R is a functional programming language, meaning that everything you do is basically built on functions. However, moving beyond simply *using* pre-built functions to *writing* your own functions is when your capabilities really start to take off and your code development/writing takes on a new level of efficiency. Functions allow you to reduce code duplication by automating a generalized task to be applied recursively. Whenever you catch yourself repeating a function or copy and pasting code there is a good change that you should write a function to eliminate the redundancies.

Unfortunately, due to their abstractness, grasping the idea of writing functions (let alone writing them well) can take some time. However, in this section I provide you with the basic knowledge of how functions operate in R to get you started on the right path.

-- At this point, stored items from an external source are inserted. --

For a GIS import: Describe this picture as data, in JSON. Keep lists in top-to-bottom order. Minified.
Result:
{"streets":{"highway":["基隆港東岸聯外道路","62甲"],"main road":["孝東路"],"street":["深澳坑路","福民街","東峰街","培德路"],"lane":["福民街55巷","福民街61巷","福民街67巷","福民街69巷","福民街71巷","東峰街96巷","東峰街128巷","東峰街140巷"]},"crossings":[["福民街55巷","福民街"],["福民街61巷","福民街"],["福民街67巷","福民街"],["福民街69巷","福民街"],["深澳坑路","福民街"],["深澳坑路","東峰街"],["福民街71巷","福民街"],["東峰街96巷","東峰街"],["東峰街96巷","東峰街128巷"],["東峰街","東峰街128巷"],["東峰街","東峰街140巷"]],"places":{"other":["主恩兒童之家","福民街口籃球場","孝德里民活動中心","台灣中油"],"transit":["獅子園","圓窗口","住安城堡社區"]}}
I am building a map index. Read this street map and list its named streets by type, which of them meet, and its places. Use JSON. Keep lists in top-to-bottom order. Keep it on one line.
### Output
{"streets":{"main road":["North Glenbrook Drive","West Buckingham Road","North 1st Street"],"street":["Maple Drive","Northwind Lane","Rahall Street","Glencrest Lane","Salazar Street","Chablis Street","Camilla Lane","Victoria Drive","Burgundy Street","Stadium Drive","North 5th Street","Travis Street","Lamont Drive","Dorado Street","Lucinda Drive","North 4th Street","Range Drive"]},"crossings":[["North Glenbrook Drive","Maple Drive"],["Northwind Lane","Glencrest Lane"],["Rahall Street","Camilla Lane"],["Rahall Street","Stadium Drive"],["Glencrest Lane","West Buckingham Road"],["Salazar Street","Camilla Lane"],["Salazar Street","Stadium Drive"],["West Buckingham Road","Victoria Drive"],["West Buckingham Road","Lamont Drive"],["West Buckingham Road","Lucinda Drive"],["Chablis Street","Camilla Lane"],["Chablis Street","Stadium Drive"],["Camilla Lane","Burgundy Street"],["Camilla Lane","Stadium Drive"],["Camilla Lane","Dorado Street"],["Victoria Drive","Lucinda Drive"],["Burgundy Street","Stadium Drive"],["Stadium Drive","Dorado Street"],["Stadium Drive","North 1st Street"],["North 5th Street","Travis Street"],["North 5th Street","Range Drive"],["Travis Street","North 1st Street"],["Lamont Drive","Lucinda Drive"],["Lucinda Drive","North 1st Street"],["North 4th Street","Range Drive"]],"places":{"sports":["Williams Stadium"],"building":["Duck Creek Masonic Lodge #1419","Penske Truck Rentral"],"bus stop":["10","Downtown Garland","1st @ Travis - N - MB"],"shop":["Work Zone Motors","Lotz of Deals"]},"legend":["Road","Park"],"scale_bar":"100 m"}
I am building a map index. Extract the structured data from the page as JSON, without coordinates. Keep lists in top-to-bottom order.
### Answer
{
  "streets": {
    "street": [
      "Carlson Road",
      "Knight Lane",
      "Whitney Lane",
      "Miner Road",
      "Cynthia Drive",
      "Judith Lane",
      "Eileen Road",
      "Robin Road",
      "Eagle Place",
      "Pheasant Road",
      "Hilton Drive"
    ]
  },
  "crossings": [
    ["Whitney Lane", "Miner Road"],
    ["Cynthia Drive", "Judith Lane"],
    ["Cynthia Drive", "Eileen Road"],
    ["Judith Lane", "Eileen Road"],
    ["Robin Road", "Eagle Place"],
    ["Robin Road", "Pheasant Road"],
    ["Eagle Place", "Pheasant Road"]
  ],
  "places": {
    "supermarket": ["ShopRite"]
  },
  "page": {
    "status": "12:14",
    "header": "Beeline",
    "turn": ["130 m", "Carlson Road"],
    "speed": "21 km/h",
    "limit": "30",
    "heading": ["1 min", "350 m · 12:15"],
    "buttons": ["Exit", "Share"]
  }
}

To do this, I first outline when you should write functions. I then cover the general components of functions, specifying function arguments, scoping and evaluation rules, managing function outputs, and handling invalid parameters in the *Understanding functions* section. I then illustrate how you can save & source your own functions for reuse. Lastly, I offer some additional resources that will help you learn more about functions in R.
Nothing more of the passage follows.